Data shown.
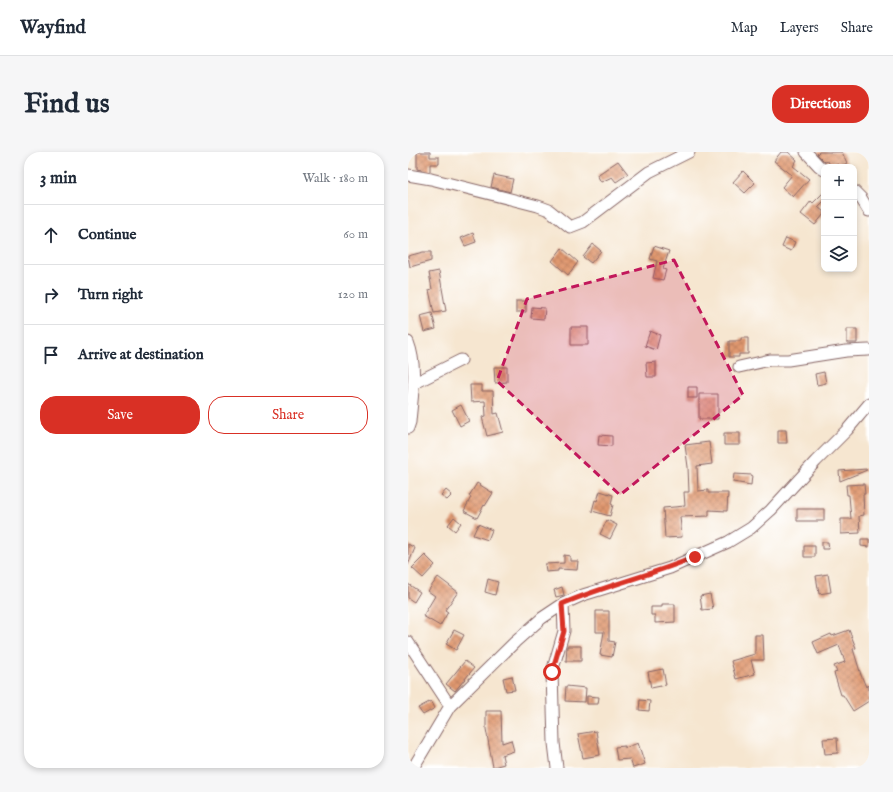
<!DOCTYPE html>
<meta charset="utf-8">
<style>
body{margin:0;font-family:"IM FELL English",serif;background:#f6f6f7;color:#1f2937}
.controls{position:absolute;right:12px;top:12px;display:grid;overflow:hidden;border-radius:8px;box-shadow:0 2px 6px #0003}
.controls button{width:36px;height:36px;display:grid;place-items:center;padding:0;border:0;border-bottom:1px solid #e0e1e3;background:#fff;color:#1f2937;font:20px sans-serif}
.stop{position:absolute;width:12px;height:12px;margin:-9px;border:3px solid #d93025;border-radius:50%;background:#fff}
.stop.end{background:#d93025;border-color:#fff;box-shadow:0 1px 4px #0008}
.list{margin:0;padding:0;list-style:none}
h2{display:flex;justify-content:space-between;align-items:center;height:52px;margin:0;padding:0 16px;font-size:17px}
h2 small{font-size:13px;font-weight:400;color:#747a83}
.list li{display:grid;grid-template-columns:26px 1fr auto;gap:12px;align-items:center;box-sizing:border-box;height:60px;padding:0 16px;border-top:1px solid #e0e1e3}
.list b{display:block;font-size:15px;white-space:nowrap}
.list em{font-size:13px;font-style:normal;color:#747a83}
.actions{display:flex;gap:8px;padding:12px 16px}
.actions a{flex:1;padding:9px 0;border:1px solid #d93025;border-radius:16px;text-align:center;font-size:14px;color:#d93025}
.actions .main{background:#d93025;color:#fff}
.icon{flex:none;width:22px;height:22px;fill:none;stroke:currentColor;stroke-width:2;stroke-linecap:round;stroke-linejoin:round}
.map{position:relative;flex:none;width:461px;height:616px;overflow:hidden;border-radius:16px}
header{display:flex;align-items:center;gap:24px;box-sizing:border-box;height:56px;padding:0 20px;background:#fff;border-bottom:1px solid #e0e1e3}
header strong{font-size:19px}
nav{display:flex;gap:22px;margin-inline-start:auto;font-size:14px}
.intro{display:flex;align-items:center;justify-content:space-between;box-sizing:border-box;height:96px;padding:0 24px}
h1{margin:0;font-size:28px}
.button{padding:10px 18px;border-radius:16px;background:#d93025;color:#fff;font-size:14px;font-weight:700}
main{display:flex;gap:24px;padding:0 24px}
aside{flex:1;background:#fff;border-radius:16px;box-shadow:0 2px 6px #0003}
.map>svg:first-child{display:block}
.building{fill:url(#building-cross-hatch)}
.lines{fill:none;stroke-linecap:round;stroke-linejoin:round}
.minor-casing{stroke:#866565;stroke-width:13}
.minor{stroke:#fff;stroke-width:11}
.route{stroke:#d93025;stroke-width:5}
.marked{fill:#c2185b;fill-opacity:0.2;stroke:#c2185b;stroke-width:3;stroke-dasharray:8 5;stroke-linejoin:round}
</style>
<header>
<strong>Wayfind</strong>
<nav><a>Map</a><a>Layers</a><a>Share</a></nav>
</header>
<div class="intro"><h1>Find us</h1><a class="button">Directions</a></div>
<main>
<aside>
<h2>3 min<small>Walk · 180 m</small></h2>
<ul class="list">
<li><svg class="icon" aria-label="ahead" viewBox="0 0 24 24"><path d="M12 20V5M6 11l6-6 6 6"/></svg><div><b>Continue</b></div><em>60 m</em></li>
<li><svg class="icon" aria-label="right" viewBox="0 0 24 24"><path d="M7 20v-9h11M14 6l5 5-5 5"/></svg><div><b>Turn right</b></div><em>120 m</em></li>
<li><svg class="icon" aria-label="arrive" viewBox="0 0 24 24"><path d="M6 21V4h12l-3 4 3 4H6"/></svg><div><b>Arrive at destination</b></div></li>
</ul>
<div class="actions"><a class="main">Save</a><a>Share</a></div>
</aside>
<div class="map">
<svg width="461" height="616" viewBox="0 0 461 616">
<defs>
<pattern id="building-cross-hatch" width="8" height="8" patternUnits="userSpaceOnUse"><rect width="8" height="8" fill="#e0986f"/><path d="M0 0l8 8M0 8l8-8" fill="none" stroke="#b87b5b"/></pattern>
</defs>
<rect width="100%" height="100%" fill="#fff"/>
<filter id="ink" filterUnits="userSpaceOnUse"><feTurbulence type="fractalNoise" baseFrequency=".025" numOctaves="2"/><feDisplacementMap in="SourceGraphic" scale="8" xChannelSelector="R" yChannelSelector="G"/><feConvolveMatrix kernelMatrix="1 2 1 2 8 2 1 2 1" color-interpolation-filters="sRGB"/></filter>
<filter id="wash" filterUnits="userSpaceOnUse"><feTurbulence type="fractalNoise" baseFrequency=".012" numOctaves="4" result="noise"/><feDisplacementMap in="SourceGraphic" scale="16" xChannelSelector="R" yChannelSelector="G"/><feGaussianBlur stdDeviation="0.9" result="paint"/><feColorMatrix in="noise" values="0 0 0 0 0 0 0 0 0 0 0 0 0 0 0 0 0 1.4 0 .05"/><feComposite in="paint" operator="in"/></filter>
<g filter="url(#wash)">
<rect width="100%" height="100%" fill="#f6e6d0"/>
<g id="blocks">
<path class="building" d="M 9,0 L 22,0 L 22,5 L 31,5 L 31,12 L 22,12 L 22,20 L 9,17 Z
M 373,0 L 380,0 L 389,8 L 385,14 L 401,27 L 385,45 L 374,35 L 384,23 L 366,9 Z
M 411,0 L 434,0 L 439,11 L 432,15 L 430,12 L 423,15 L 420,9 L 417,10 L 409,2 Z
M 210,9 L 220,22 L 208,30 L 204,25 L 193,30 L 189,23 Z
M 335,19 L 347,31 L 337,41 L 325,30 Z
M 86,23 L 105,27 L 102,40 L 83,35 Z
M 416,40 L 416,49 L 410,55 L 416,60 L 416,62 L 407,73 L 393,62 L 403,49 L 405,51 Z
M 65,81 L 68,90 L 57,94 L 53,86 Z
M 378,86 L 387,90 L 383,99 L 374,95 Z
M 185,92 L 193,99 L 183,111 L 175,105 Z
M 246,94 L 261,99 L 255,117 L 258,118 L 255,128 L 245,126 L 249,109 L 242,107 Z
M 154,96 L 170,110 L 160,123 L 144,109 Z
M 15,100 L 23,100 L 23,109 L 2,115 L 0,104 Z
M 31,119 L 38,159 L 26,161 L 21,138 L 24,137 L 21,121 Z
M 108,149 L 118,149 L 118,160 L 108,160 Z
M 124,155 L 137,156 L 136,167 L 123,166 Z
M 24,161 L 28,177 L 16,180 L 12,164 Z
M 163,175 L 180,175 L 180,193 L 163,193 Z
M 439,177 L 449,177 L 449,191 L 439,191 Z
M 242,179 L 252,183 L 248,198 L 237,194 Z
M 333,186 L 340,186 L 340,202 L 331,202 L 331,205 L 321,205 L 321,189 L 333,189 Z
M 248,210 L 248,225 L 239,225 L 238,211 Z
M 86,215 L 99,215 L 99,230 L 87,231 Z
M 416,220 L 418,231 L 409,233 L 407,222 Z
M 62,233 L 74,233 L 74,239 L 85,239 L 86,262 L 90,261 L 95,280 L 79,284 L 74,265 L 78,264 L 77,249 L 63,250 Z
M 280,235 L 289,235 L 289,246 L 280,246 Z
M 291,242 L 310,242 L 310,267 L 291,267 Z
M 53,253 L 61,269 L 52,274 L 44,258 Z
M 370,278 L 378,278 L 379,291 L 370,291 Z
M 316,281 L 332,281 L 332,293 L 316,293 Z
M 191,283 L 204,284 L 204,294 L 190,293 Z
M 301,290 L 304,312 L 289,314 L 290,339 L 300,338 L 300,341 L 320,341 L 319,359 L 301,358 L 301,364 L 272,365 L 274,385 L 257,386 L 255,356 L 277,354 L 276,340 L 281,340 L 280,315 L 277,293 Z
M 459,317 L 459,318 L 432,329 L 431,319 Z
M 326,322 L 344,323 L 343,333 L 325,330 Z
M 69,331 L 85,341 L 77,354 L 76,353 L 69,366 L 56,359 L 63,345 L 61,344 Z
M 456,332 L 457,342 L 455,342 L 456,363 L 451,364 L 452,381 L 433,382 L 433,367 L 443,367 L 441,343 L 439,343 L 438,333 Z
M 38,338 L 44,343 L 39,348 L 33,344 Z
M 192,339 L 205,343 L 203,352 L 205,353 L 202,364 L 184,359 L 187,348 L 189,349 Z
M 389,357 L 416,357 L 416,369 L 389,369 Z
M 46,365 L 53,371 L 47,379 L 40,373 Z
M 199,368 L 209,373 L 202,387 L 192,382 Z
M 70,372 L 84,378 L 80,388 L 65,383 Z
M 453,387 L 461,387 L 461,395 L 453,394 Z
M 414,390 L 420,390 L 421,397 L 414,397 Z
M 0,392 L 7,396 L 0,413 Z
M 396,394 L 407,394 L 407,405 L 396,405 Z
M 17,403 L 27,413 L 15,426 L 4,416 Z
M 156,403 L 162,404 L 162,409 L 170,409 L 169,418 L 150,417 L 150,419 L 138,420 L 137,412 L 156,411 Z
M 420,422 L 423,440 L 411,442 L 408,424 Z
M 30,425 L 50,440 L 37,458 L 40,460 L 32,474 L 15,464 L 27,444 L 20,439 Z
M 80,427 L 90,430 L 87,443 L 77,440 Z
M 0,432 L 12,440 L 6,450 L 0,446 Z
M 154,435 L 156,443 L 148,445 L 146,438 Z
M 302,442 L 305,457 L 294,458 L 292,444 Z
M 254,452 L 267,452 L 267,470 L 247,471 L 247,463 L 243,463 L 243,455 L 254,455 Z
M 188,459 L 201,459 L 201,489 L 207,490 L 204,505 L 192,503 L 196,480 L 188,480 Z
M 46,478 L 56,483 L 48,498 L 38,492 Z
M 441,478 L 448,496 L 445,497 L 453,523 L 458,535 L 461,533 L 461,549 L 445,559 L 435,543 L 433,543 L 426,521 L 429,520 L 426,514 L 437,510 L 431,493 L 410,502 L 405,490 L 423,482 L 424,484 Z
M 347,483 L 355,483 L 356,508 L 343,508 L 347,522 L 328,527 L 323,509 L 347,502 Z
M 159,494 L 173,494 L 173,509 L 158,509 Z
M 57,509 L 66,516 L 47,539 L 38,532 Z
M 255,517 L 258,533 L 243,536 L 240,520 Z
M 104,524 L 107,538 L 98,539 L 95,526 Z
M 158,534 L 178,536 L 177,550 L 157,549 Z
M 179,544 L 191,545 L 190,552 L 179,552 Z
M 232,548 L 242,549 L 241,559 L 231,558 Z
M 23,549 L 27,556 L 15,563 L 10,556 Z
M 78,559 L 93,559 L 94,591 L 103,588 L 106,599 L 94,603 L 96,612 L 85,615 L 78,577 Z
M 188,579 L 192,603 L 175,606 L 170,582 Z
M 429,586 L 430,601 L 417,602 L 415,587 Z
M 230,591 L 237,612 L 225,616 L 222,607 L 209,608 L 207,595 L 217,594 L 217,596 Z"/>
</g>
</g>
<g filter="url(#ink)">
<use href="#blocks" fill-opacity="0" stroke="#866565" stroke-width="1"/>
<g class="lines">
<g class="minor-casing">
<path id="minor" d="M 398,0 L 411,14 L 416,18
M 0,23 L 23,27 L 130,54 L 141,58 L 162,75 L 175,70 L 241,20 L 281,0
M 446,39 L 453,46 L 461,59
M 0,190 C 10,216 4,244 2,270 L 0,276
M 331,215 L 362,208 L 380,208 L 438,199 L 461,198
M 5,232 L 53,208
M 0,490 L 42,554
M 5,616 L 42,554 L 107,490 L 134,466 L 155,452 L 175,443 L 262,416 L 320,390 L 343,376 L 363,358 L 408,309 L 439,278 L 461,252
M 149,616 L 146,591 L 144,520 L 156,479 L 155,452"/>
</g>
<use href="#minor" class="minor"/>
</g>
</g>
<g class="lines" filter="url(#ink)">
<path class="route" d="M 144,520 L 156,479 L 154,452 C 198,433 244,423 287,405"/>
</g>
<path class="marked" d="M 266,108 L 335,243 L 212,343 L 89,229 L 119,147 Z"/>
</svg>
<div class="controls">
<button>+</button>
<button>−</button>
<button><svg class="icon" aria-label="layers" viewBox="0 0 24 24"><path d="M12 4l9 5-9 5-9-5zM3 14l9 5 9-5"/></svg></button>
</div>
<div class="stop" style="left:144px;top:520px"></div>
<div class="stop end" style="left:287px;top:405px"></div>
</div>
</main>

Work to be completed. If a line in the data above holds the string "blocks", copy it.

Answer section.
<g id="blocks">
<use href="#blocks" fill-opacity="0" stroke="#866565" stroke-width="1"/>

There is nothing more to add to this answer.